• [WHAT NEEDS TO BE DONE]
Find every line in the records below that contains the word "read", and copy each such line.

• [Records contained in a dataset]

-=-=-

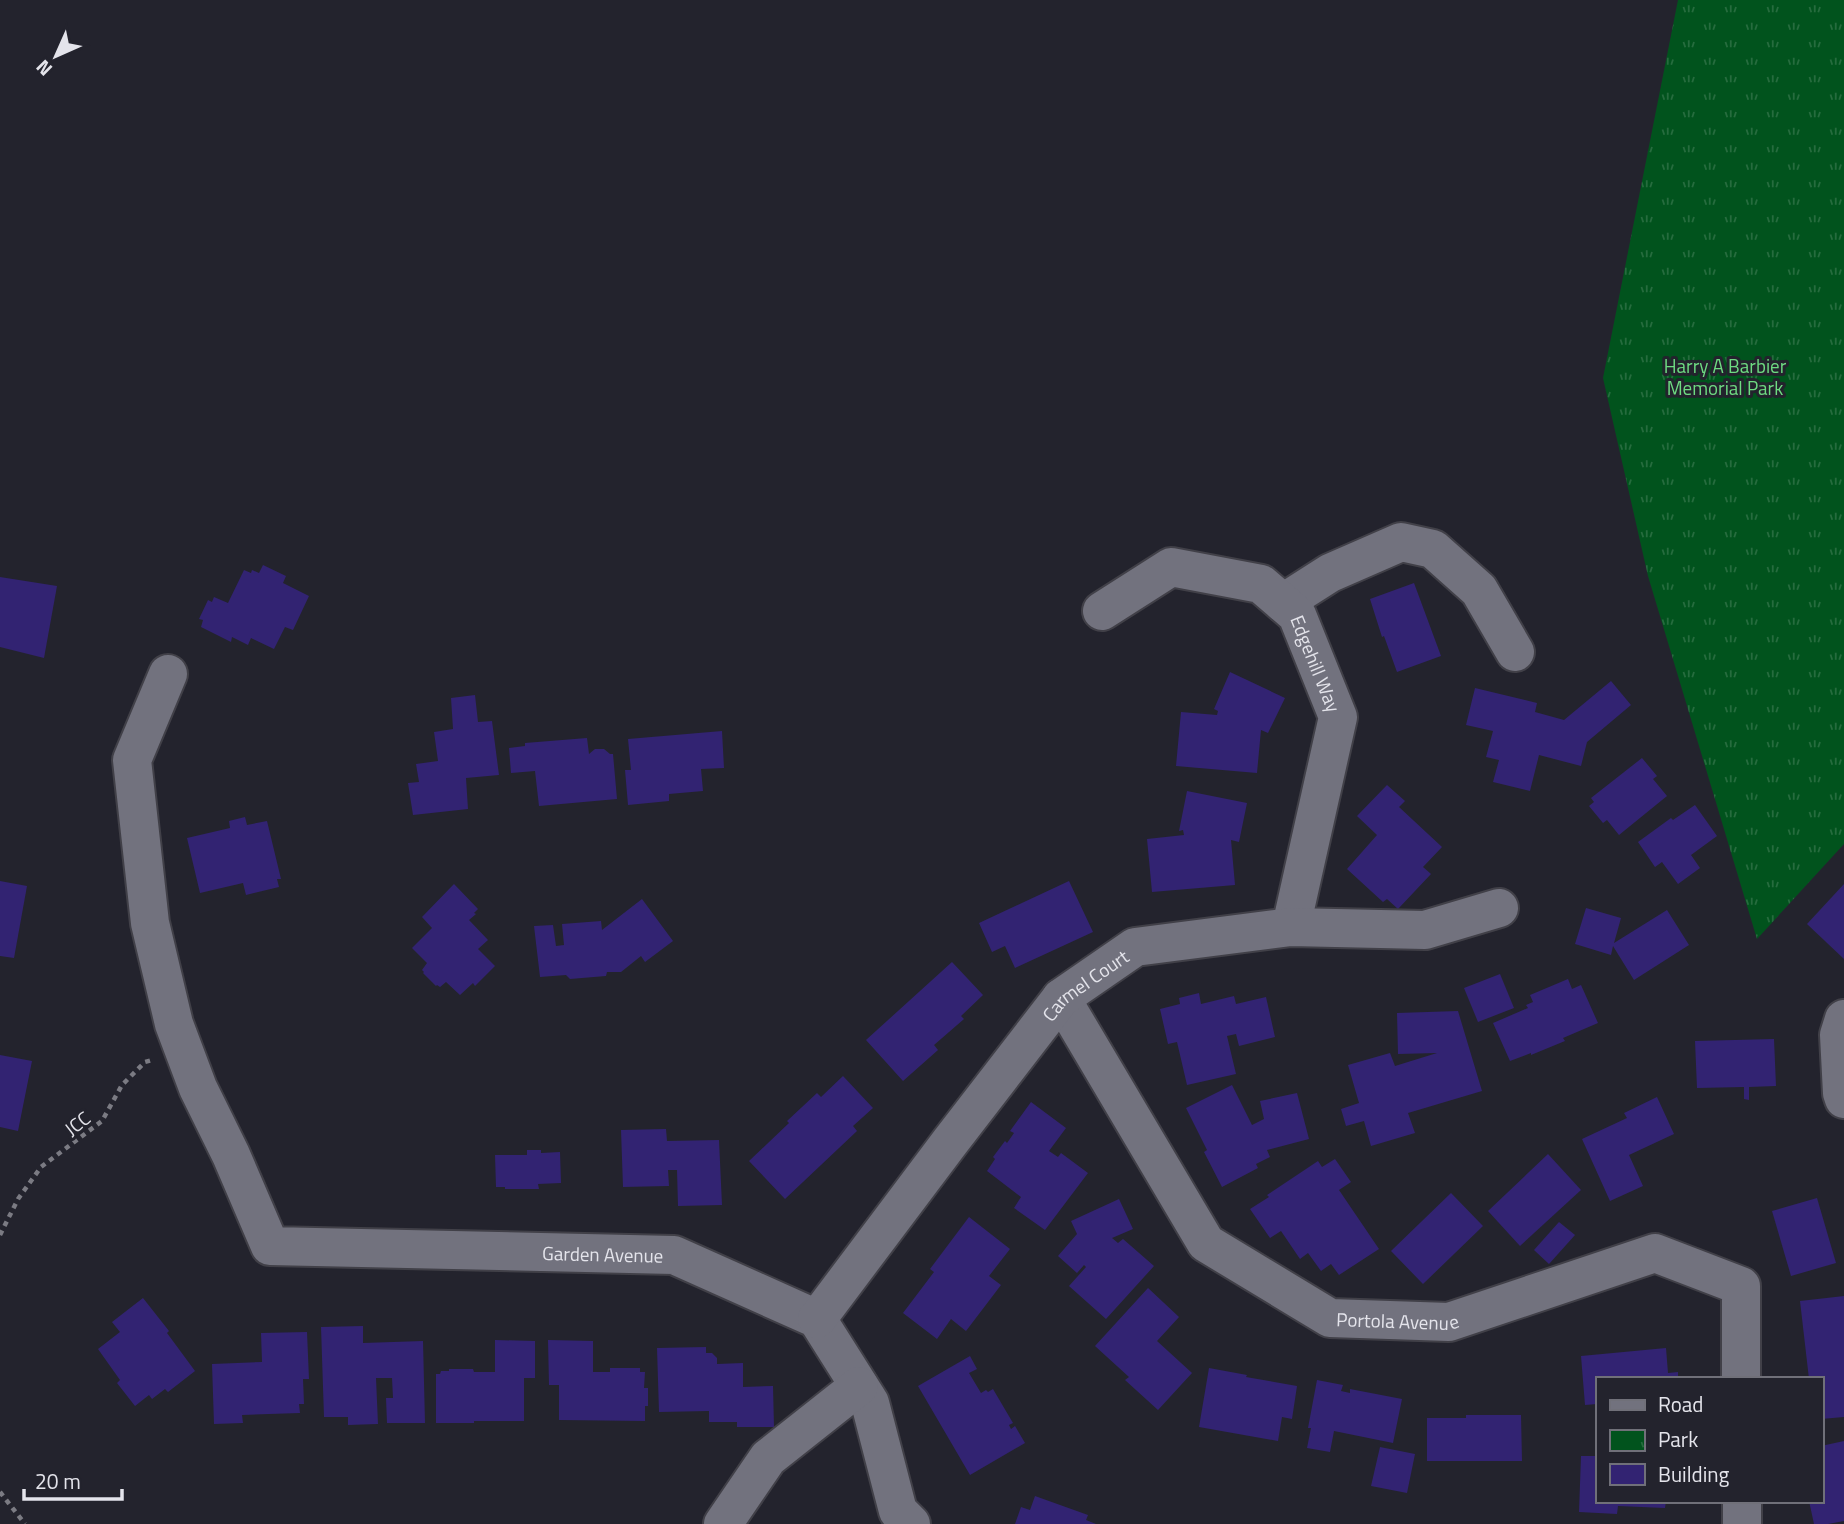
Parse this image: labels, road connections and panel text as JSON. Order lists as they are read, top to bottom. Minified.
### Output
{"streets":{"street":["Edgehill Way","Carmel Court","Garden Avenue","Portola Avenue"],"path":["JCC"]},"crossings":[["Edgehill Way","Carmel Court"],["Carmel Court","Garden Avenue"],["Carmel Court","Portola Avenue"],["JCC","Garden Avenue"]],"parks":["Harry A Barbier Memorial Park"],"legend":["Road","Park","Building"],"scale_bar":"20 m","north":"bottom left"}
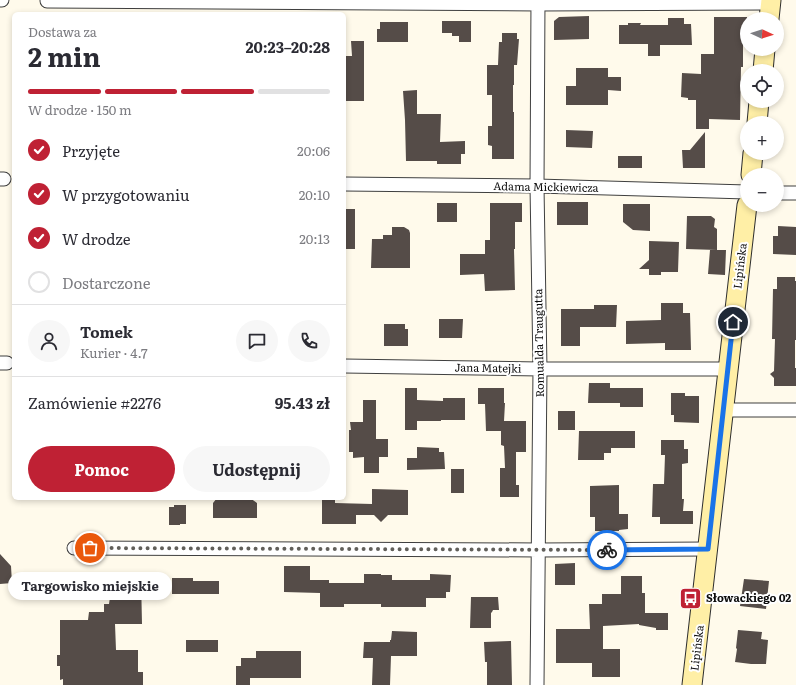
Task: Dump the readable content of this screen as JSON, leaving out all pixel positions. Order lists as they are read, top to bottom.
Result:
{
  "streets": {
    "street": [
      "Adama Mickiewicza",
      "Lipińska",
      "Romualda Traugutta",
      "Jana Matejki"
    ]
  },
  "crossings": [
    ["Adama Mickiewicza", "Romualda Traugutta"],
    ["Lipińska", "Jana Matejki"],
    ["Romualda Traugutta", "Jana Matejki"]
  ],
  "places": {
    "other": ["Targowisko miejskie"],
    "bus stop": ["Słowackiego 02"]
  },
  "north": "right",
  "page": {
    "map_buttons": ["+", "−"],
    "heading": ["2 min", "Dostawa za", "20:23–20:28"],
    "panel": [
      "Tomek",
      "Kurier · 4.7",
      "Zamówienie #2276",
      "95.43 zł"
    ],
    "bar": "W drodze · 150 m",
    "list": [
      ["Przyjęte", "20:06"],
      ["W przygotowaniu", "20:10"],
      ["W drodze", "20:13"],
      "Dostarczone"
    ],
    "buttons": ["Pomoc", "Udostępnij"],
    "bubble": "Targowisko miejskie"
  }
}
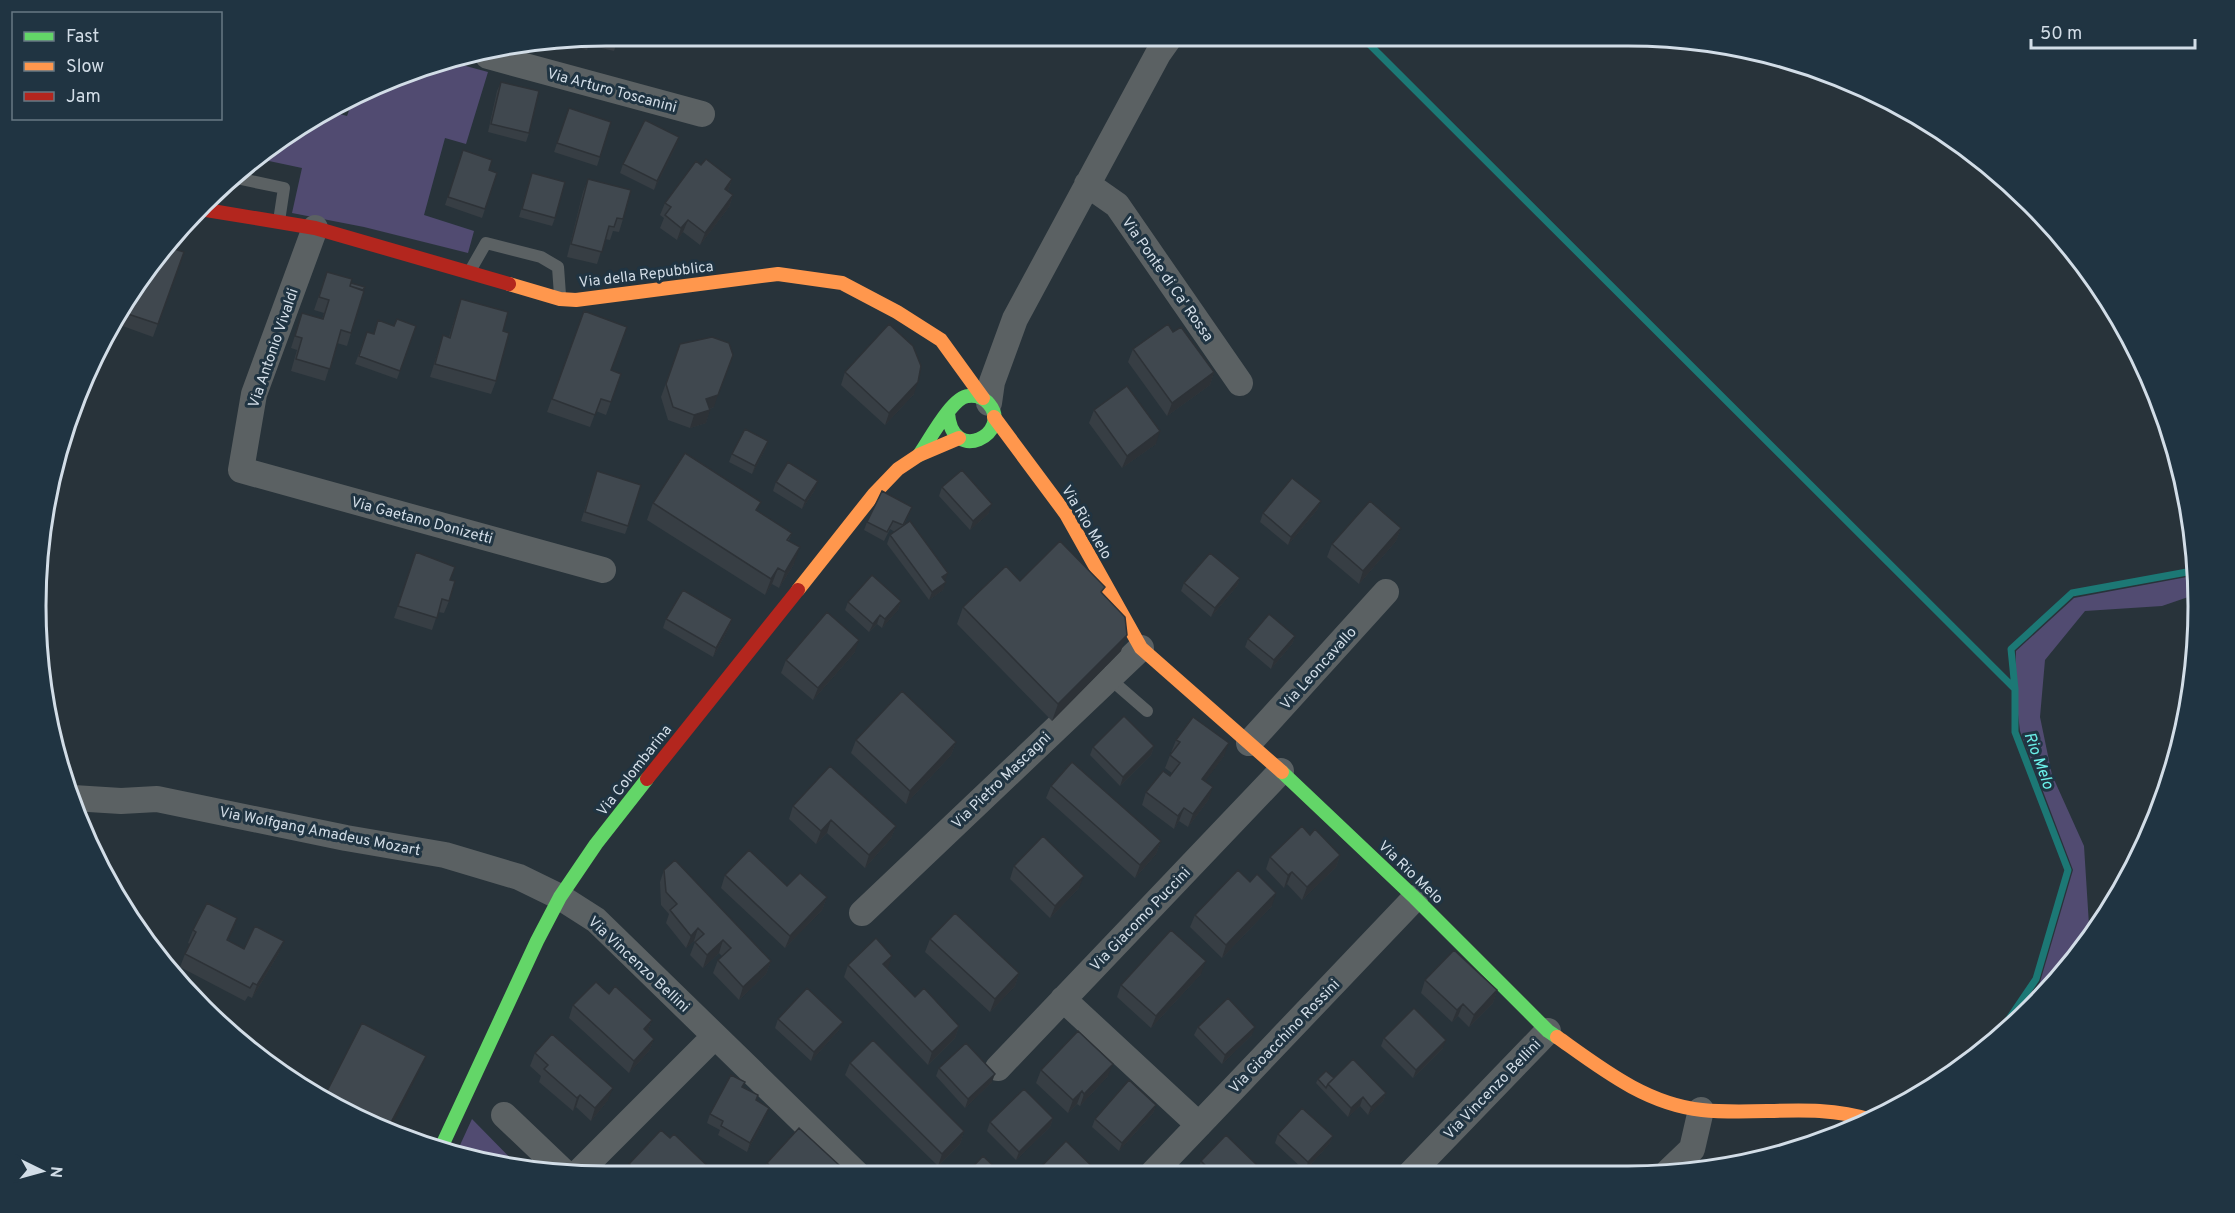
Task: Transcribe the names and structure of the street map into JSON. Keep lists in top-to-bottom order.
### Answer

-=-=-

• [TASK OUTPUT]
Parse this image: labels, road connections and panel text as JSON. Order lists as they are read, top to bottom. Minified.
Task: Dump the readable content of this screen as JSON, leaving out all pixel positions. Order lists as they are read, top to bottom.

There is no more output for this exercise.